DATA SHOWN
....
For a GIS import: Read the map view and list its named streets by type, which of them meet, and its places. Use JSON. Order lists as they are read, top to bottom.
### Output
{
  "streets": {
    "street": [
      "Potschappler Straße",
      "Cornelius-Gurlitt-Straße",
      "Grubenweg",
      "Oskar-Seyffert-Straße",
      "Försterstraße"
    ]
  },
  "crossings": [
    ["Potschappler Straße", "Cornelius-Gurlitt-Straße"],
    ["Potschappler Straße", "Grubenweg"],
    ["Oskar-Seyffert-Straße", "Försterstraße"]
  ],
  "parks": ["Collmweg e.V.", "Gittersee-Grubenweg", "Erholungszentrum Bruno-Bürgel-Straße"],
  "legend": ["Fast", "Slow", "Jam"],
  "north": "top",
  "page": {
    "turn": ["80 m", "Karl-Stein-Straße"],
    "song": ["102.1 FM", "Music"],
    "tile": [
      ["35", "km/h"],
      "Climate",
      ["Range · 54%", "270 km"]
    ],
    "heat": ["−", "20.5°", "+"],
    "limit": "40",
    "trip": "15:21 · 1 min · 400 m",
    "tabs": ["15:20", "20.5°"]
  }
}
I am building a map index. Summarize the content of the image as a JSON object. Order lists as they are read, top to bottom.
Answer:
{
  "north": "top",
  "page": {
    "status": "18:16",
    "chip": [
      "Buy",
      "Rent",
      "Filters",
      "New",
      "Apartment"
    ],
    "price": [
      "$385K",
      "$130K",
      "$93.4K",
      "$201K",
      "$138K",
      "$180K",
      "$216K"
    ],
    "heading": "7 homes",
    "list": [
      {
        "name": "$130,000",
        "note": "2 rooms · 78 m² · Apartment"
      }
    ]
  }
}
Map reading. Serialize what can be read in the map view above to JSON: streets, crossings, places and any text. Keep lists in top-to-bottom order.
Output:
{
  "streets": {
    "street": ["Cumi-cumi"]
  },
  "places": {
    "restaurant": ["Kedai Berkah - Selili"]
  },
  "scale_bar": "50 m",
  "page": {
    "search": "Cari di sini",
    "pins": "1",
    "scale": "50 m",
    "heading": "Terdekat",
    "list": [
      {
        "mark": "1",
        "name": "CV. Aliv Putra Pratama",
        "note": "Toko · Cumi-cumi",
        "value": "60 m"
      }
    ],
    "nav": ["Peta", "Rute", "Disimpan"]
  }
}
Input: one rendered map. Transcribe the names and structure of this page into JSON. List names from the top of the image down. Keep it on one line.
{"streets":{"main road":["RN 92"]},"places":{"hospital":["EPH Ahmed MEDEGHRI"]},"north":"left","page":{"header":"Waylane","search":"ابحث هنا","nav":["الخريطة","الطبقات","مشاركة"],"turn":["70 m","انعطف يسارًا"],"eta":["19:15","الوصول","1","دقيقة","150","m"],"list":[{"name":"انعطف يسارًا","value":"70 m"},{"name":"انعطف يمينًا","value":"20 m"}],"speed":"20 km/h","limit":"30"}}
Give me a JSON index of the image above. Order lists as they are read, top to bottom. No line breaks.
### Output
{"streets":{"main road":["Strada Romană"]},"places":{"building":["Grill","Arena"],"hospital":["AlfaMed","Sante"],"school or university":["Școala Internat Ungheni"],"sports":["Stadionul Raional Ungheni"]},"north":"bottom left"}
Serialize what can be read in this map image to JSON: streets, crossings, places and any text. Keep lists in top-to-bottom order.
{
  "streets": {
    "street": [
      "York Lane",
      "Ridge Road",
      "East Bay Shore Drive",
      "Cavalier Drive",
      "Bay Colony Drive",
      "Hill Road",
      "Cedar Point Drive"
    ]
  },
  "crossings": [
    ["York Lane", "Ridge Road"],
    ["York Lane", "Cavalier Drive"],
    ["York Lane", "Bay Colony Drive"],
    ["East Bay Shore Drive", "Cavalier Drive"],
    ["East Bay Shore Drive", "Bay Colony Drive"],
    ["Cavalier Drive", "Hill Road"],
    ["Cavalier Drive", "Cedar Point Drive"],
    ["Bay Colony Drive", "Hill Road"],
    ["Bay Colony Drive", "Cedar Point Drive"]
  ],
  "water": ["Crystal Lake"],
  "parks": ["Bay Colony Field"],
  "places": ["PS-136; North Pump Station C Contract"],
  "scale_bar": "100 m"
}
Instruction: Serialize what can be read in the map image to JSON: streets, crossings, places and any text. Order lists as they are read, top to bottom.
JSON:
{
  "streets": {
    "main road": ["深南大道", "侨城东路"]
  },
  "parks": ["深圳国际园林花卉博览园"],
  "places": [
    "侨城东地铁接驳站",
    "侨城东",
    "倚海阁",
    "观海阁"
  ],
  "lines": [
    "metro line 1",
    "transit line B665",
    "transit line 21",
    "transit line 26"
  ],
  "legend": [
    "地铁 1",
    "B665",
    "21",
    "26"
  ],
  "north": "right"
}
....
TASK ITEM
Please copy, exactly and with nothing else, the lines above beginning at the line that has "Input: one rendered" and ending with the line that has "Give me a JSON".

TASK RESPONSE
Input: one rendered map. Transcribe the names and structure of this page into JSON. List names from the top of the image down. Keep it on one line.
{"streets":{"main road":["RN 92"]},"places":{"hospital":["EPH Ahmed MEDEGHRI"]},"north":"left","page":{"header":"Waylane","search":"ابحث هنا","nav":["الخريطة","الطبقات","مشاركة"],"turn":["70 m","انعطف يسارًا"],"eta":["19:15","الوصول","1","دقيقة","150","m"],"list":[{"name":"انعطف يسارًا","value":"70 m"},{"name":"انعطف يمينًا","value":"20 m"}],"speed":"20 km/h","limit":"30"}}
Give me a JSON index of the image above. Order lists as they are read, top to bottom. No line breaks.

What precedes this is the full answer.